■ Assignment ■
Search each line below for "stream", then return the lines where it appears.

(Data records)
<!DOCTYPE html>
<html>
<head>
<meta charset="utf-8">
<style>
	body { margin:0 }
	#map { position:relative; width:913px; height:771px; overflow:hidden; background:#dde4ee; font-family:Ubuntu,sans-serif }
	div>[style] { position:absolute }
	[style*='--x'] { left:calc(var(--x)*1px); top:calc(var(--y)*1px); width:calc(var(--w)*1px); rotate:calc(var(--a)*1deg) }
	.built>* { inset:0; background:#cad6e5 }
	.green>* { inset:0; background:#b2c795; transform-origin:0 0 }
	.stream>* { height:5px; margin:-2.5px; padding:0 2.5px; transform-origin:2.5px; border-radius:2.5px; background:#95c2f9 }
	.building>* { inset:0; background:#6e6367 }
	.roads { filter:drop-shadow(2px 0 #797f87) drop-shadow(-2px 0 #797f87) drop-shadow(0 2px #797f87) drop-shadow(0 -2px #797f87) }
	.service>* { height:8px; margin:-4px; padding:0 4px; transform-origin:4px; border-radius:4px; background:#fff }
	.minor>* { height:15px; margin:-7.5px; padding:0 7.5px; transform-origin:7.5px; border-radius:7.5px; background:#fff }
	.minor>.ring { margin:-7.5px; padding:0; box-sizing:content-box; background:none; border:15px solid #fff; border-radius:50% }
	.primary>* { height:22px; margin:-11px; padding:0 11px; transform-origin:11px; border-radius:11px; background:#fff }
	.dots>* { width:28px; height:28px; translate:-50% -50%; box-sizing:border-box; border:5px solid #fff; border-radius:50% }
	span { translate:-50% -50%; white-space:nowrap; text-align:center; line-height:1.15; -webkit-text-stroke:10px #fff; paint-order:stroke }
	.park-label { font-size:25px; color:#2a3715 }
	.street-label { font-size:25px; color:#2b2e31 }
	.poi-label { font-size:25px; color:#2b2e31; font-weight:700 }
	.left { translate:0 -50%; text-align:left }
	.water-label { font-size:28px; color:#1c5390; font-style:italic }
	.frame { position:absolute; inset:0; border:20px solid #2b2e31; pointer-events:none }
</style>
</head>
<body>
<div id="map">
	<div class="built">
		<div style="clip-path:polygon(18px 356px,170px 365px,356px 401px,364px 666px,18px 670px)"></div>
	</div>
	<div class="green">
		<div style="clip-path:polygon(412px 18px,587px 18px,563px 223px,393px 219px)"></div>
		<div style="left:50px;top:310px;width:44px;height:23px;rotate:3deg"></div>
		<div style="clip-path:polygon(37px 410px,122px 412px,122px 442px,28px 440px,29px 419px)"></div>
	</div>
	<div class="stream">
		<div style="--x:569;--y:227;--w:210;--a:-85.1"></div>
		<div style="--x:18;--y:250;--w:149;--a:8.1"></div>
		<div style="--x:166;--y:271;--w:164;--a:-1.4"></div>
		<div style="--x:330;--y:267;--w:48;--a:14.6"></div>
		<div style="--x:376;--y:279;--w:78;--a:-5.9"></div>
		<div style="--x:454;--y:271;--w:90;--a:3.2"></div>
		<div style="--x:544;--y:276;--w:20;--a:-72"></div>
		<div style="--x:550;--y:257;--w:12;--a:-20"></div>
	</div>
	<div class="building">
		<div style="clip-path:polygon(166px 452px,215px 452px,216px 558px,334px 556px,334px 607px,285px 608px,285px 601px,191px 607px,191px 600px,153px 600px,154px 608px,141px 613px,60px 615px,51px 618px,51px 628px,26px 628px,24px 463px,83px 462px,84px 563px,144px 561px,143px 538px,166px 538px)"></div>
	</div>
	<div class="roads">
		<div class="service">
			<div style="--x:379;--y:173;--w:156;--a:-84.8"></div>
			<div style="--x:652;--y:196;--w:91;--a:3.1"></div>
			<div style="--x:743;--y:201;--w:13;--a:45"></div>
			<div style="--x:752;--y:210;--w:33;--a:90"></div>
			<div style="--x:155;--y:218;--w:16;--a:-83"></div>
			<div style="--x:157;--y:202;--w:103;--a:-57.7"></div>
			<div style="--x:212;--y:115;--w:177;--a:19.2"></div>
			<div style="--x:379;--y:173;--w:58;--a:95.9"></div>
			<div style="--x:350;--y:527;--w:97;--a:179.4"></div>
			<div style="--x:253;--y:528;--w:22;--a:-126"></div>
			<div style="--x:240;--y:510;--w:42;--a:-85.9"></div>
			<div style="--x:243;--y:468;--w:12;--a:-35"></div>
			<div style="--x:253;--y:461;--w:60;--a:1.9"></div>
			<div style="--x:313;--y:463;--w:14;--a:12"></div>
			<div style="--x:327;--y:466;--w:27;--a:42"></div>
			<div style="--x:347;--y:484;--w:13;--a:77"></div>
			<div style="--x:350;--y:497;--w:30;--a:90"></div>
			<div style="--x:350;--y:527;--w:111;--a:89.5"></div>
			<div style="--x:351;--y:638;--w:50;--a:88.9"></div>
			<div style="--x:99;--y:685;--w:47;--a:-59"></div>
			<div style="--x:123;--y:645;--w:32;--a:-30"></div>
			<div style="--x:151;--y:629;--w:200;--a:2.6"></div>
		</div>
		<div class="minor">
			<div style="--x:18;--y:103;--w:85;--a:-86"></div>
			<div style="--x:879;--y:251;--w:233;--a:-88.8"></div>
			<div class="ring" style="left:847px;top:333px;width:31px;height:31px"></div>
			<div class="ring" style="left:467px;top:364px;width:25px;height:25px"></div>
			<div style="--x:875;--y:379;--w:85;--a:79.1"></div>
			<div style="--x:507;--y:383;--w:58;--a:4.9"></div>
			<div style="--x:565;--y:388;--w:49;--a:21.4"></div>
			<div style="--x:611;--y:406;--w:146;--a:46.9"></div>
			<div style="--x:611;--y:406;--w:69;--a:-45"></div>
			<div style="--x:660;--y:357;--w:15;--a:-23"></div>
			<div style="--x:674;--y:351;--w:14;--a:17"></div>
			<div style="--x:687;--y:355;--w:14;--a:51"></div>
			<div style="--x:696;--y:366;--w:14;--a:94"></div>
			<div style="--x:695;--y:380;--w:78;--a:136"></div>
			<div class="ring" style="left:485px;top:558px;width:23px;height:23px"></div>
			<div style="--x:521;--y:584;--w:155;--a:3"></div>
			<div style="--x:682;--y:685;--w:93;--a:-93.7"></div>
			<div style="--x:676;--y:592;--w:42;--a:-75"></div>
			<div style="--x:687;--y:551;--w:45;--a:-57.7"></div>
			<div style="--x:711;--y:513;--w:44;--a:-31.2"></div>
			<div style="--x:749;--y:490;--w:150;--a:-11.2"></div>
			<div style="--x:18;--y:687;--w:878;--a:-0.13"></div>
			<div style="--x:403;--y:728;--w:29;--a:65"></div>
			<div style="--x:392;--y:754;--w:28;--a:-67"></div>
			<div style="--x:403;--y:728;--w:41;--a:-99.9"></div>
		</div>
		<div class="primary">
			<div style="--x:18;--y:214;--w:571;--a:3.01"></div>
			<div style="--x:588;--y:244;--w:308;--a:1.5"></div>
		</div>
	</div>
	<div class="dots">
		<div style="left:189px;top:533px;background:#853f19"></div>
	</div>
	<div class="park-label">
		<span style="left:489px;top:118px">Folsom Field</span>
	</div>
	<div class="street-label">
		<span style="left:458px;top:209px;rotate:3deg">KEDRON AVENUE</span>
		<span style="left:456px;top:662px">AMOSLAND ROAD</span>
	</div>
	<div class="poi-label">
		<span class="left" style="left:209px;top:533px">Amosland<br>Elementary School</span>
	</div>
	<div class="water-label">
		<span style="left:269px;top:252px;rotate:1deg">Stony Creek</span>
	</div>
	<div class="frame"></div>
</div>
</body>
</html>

==

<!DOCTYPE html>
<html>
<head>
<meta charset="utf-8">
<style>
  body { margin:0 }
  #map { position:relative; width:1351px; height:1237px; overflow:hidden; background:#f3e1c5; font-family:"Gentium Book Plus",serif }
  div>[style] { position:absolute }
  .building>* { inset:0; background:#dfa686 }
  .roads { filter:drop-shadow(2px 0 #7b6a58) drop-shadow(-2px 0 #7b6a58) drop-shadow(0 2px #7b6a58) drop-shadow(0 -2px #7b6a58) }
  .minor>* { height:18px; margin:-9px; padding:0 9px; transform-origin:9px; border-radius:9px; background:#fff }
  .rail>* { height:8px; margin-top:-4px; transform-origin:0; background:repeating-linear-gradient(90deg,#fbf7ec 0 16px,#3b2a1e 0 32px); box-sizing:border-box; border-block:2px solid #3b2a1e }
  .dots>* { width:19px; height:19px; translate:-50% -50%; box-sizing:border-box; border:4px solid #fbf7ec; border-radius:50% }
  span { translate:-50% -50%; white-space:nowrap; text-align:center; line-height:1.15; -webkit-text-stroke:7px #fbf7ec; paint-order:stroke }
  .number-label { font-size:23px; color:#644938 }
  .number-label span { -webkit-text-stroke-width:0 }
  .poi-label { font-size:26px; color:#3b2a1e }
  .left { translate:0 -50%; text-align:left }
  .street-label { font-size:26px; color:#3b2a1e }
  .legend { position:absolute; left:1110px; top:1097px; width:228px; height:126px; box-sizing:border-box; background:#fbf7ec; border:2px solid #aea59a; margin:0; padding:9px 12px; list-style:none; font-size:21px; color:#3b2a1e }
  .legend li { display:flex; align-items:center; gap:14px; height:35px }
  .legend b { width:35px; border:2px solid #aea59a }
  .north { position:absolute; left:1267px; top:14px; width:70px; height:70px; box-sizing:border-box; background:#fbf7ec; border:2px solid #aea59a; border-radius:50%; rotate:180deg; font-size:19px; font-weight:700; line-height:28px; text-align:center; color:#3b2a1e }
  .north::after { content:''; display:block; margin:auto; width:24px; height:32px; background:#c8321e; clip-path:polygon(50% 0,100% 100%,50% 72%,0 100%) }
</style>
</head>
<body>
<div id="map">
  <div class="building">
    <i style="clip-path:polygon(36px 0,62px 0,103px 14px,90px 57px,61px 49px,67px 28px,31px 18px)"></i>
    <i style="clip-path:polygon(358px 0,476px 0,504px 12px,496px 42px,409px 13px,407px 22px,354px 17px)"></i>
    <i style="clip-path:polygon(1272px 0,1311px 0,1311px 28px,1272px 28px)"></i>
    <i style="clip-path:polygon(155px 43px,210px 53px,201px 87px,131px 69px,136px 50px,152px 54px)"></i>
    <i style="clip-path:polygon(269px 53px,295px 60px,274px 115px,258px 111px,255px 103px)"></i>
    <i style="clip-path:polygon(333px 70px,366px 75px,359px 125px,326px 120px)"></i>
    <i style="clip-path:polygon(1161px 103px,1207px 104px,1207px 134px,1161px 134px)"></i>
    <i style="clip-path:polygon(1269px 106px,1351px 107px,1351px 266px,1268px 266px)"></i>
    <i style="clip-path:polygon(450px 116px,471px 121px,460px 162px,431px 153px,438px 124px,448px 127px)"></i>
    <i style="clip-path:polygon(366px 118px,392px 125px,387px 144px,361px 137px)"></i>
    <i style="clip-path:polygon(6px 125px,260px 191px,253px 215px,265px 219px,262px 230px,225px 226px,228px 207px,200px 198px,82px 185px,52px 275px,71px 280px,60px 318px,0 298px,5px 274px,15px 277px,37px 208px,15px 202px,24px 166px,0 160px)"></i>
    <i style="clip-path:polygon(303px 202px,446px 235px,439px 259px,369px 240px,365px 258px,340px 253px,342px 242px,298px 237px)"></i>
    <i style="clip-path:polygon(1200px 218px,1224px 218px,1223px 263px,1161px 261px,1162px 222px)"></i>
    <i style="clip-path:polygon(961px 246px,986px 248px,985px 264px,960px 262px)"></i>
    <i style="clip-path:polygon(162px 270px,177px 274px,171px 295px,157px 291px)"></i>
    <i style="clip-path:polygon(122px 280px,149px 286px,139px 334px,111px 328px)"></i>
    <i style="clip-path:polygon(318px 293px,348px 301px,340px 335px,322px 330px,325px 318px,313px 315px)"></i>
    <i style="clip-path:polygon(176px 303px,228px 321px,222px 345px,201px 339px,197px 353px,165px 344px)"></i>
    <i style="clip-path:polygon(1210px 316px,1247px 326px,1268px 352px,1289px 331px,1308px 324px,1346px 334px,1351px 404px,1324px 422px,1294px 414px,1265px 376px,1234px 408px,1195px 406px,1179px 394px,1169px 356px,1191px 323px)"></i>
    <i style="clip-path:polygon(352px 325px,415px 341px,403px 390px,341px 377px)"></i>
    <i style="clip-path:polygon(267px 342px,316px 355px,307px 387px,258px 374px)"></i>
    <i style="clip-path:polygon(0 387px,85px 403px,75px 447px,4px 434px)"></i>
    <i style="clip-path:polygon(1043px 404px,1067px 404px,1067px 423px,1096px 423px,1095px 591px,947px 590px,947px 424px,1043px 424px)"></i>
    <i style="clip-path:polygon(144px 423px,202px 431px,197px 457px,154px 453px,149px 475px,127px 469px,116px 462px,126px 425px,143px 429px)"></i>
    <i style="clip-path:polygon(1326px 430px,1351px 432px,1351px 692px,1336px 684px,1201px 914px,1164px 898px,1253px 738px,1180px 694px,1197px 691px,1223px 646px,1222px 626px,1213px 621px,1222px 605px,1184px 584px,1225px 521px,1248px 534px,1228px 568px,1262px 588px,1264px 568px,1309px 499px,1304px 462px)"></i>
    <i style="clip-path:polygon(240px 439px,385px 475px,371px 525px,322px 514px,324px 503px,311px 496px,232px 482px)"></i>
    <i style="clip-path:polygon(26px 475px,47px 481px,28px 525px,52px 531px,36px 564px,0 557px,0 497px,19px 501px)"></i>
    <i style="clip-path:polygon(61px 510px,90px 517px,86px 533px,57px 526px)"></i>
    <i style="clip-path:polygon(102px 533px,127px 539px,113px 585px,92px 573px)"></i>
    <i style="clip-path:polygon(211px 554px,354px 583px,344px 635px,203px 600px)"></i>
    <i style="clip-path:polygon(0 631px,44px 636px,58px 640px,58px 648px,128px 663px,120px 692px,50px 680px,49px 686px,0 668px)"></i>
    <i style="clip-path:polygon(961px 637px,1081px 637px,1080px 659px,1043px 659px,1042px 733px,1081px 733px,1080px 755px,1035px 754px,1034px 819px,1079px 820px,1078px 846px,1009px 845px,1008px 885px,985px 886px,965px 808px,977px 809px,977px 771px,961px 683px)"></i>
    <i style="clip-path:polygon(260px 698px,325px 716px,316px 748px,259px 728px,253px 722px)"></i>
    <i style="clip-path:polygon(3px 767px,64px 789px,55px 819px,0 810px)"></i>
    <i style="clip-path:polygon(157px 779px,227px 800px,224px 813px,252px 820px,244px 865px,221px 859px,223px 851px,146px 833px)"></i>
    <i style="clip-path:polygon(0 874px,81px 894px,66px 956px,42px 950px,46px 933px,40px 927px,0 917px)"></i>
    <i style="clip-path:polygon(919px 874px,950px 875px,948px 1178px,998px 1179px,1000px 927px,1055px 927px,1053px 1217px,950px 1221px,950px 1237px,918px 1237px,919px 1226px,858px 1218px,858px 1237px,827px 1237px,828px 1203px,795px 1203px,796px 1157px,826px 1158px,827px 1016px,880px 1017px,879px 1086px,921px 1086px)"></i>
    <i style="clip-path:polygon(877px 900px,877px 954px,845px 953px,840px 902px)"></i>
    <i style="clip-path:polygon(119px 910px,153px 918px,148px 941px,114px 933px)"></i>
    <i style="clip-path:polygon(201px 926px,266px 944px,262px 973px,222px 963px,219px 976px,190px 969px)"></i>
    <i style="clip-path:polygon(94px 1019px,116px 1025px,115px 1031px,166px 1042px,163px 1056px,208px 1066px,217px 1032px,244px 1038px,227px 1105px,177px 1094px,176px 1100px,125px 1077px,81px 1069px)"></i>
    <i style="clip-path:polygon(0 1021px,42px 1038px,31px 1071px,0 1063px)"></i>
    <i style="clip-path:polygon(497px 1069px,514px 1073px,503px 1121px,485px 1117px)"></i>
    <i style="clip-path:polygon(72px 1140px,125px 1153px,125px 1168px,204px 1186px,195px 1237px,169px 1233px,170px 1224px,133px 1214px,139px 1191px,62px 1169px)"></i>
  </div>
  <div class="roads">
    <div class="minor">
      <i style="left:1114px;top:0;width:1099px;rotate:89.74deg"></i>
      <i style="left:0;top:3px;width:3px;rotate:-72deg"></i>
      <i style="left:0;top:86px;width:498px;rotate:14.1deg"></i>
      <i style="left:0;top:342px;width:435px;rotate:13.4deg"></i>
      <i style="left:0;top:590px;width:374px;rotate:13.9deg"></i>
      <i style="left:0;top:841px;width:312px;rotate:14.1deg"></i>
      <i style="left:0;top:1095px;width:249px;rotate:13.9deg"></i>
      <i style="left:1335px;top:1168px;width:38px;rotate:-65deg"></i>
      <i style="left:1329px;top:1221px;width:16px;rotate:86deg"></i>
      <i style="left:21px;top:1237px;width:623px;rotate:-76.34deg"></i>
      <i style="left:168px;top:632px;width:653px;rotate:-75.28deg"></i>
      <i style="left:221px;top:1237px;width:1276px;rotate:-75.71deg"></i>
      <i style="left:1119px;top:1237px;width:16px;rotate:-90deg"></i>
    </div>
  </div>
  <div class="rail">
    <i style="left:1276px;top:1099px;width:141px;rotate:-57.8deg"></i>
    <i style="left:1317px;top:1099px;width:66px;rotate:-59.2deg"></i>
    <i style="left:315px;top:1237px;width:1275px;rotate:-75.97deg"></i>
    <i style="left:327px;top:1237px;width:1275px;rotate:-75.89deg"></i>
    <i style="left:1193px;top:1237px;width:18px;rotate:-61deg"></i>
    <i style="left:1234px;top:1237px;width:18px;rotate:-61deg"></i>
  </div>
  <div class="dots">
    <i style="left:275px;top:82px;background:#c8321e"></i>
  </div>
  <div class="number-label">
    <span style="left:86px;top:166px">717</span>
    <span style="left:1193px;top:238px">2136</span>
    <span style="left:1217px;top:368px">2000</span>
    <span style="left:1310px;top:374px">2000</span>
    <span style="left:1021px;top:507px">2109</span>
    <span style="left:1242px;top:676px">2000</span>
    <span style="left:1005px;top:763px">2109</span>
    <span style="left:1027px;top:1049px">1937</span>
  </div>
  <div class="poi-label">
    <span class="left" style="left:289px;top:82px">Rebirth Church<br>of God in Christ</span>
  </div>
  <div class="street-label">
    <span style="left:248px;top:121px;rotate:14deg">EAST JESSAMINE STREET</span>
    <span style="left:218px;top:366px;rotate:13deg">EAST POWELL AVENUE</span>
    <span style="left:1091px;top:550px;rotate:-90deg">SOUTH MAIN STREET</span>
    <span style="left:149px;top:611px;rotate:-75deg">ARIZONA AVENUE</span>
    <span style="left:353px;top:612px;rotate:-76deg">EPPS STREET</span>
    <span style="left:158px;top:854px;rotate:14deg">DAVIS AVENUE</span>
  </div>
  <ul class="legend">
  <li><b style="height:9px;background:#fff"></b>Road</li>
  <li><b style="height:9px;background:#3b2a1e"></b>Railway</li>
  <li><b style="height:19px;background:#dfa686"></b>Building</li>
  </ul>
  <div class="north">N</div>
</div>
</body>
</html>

■ Finished exercise ■
	.stream>* { height:5px; margin:-2.5px; padding:0 2.5px; transform-origin:2.5px; border-radius:2.5px; background:#95c2f9 }
	<div class="stream">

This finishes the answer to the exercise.